March 29, 2019 12:06

Education should teach us how to think: Raghuram Rajan

Ethics comes into play in any decision-making, economist and adviser to Krea University tells students

Former Governor of the Reserve Bank of India, global thinker, educationist and one of the leading economists in the world, Raghuram Rajan interacted with high-school students in a webinar organised by Krea University. Hundreds of students registered from 30 cities across India and abroad and participated in the online interaction.

The conversation centred on ‘Economics for the 21st Century and the significance of new universities like Krea’. Rajan, Advisor, Krea University, expressed the need for an inter-disciplinary approach where economics integrates with history, politics, psychology, sociology and emerging fields like data-science, to better understand and solve real-world problems.
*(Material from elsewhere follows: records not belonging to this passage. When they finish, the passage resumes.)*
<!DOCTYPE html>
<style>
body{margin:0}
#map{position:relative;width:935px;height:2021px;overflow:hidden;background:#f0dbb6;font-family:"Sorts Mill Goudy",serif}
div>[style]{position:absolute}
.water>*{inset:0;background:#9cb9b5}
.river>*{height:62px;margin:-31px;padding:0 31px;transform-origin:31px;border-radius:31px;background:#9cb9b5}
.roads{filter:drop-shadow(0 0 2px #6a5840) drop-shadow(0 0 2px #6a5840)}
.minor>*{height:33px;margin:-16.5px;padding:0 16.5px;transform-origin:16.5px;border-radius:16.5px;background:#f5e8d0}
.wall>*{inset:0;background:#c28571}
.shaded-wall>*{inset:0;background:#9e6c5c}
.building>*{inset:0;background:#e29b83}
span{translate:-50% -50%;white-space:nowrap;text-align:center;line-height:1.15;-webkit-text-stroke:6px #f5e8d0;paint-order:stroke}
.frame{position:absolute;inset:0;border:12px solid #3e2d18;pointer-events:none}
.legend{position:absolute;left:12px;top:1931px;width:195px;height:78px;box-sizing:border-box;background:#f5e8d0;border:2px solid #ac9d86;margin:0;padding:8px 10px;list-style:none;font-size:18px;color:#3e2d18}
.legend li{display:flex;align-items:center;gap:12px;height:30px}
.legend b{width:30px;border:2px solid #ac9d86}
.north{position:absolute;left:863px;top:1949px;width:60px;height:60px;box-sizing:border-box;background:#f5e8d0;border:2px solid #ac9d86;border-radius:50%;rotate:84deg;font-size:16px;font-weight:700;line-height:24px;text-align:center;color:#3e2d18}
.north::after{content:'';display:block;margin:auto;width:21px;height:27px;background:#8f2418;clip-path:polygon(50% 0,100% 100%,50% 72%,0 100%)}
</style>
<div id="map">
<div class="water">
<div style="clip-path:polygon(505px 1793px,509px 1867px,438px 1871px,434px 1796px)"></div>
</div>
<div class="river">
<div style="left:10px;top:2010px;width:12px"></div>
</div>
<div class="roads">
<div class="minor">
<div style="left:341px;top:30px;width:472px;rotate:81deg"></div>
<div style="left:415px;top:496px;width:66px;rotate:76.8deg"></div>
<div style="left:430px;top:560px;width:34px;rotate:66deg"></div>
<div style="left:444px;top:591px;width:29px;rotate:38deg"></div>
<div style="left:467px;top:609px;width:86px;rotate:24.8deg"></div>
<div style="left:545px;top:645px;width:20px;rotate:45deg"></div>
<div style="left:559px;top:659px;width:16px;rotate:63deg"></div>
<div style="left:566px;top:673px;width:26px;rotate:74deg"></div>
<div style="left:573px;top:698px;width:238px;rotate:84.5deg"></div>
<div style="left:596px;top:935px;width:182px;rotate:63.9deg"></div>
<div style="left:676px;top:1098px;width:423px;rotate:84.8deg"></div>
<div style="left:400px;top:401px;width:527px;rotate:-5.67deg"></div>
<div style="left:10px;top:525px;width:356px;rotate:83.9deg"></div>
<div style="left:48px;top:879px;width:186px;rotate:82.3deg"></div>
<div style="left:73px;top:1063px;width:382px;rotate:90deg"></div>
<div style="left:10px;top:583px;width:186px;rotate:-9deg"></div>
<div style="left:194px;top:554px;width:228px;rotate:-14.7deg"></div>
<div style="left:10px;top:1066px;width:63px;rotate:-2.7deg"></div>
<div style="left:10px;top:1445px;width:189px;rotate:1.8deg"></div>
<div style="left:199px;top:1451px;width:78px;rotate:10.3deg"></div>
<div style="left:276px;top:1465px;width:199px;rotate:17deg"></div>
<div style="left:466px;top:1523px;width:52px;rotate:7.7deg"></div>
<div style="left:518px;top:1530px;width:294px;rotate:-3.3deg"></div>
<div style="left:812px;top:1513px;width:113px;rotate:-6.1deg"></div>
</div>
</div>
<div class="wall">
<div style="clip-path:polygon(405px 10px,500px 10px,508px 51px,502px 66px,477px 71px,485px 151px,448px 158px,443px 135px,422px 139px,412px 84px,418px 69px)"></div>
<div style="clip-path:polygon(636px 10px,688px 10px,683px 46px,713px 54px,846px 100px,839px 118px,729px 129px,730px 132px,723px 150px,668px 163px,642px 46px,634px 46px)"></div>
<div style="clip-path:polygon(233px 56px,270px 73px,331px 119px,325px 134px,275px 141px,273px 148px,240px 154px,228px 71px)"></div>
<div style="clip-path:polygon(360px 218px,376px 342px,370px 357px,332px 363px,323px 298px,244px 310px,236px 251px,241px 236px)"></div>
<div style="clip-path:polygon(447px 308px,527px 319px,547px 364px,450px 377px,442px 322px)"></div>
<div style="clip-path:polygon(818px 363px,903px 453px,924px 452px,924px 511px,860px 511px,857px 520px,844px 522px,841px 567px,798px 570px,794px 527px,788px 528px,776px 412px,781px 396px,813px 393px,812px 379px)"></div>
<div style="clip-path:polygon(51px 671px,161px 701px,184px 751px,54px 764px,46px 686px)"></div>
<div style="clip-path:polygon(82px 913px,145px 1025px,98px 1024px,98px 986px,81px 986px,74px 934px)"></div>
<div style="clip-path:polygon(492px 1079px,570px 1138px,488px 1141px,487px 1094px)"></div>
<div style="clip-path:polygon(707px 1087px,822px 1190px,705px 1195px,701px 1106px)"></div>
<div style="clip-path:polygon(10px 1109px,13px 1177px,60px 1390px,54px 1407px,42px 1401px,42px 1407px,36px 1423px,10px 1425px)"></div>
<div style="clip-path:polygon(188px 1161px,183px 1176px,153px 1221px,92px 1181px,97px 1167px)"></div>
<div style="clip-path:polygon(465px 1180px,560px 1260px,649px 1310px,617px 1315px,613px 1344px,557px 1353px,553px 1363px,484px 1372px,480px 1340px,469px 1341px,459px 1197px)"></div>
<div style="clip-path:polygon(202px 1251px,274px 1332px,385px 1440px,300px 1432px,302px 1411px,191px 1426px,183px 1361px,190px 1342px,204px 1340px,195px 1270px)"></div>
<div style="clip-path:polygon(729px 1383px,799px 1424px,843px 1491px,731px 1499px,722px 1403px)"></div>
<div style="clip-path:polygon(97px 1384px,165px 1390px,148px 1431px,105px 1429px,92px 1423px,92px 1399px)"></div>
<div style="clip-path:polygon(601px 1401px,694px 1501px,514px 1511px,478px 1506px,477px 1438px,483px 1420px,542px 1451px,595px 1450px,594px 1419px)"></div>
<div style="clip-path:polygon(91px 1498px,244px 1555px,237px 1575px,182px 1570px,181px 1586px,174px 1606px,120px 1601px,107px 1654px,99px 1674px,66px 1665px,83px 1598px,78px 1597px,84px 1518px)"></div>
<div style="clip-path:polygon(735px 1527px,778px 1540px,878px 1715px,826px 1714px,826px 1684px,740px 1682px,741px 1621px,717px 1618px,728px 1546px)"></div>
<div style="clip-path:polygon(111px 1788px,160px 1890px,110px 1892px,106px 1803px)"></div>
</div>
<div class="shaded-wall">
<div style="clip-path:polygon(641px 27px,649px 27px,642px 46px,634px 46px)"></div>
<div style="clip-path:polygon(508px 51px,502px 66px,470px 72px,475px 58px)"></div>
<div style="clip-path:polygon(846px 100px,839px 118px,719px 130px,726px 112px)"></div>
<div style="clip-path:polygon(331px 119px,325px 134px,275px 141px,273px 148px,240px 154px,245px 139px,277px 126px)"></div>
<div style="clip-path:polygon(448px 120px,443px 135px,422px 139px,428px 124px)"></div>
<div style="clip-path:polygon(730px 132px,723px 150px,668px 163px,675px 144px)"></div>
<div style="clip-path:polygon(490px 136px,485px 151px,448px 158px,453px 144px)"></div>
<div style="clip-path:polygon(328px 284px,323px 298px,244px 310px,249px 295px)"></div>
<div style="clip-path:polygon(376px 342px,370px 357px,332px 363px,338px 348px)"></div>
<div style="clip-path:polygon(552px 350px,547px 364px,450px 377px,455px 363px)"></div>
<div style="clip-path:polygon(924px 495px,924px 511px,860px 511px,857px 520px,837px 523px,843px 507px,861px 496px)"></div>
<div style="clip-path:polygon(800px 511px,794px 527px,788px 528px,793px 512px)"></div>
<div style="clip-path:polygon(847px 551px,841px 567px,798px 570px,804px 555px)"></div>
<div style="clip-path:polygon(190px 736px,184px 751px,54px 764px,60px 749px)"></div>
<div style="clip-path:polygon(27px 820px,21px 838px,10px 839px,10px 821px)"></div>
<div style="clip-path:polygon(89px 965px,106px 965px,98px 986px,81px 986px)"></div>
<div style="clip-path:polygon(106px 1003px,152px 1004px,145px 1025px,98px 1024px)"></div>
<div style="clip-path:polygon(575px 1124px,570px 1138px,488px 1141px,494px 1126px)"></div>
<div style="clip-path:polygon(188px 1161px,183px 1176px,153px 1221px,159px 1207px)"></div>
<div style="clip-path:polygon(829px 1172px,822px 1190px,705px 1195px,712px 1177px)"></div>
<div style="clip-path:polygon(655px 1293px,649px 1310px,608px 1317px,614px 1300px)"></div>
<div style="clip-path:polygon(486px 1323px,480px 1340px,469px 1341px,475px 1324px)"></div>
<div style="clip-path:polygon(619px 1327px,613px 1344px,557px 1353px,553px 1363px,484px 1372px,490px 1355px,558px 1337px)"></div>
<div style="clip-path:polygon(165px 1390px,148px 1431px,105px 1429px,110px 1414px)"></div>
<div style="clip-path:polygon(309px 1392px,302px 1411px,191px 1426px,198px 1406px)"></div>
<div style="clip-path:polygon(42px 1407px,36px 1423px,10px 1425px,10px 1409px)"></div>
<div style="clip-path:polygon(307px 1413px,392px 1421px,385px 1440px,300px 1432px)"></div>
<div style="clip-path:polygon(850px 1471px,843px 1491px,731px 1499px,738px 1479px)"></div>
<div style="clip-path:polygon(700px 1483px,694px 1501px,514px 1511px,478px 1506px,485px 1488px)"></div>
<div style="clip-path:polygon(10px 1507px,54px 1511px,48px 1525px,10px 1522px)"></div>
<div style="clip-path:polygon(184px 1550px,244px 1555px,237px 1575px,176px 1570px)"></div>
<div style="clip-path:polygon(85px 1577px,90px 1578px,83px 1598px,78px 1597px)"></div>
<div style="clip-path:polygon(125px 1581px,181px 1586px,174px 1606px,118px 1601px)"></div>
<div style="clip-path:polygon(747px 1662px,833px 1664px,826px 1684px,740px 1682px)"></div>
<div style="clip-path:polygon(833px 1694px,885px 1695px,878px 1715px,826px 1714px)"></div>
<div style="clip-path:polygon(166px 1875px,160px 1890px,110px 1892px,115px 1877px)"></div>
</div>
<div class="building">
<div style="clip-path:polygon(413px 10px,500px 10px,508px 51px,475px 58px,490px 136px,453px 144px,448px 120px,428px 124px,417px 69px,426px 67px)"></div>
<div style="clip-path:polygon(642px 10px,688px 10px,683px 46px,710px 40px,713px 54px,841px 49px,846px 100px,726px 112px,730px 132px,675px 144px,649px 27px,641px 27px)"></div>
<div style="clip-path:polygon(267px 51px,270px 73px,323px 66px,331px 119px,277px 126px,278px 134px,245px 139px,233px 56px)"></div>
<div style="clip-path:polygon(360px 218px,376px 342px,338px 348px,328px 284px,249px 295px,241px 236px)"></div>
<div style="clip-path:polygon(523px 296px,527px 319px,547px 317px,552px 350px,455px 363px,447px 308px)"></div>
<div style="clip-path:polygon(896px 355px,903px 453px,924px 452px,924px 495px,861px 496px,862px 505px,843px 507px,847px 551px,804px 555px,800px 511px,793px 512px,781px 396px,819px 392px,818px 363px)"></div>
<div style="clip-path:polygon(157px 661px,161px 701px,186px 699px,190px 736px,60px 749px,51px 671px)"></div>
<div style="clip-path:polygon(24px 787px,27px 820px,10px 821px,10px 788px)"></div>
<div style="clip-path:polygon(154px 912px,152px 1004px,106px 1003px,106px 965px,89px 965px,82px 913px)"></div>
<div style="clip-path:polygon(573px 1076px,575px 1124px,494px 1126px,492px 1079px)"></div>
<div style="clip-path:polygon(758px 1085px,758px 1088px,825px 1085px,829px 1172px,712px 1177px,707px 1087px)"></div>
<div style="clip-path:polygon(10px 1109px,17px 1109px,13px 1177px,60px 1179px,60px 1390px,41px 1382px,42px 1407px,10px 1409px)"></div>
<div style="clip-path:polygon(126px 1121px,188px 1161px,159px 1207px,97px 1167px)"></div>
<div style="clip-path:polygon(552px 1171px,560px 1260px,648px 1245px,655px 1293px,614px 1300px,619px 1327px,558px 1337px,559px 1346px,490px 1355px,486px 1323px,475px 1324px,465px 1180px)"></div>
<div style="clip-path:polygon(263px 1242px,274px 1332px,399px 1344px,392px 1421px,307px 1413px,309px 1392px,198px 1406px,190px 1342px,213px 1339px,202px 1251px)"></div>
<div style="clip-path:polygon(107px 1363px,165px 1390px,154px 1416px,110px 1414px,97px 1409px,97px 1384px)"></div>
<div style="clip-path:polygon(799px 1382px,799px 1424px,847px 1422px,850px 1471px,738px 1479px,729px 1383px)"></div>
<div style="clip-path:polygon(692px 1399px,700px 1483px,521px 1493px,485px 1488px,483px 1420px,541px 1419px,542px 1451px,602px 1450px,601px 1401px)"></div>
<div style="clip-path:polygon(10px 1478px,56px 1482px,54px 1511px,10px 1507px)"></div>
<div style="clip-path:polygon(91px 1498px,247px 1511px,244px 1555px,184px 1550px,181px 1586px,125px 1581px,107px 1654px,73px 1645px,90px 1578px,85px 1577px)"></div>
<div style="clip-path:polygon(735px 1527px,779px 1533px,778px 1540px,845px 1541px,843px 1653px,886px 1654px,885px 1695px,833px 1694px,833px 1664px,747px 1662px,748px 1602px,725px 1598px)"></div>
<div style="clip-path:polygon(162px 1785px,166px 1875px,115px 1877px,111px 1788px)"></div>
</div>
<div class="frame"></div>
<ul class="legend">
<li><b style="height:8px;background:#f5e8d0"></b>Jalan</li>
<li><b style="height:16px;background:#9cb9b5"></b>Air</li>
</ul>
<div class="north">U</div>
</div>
Education, he said, should become experiential in nature, enabling students to not just consume information, but also use it effectively in the real world. Such an approach, called ‘interwoven learning’ by Krea, interweaves various academic disciplines and breaks the silos between the classroom and the real world – thereby training students for an increasingly complex, diverse and dynamic world.

Students asked questions covering a wide range of topics such as automation, AI, inflation vs deflation, crypto currencies, monetary policy, trade policy, education policy and the need for new institutions like Krea.

When asked about ‘ethics in economic decision-making’, Rajan replied that ethics comes into play in any decision-making, as one can never assume there aren’t costs to a decision. “A cost-benefit analysis is not possible unless everybody is treated equally, and every decision will have to be analysed on how it interacts with philosophy, ethics and morality,” he said, adding that education at the undergraduate level should equip one with these considerations in decision-making.

Asked to what extent the current economics education and understanding will become obsolete, Rajan stressed that since both knowledge and practice are forever changing, a good education system should make students flexible.

Rajan expressed the hope that Krea University would serve as a catalyst in India’s education system, fostering debate and dialogue on critical issues.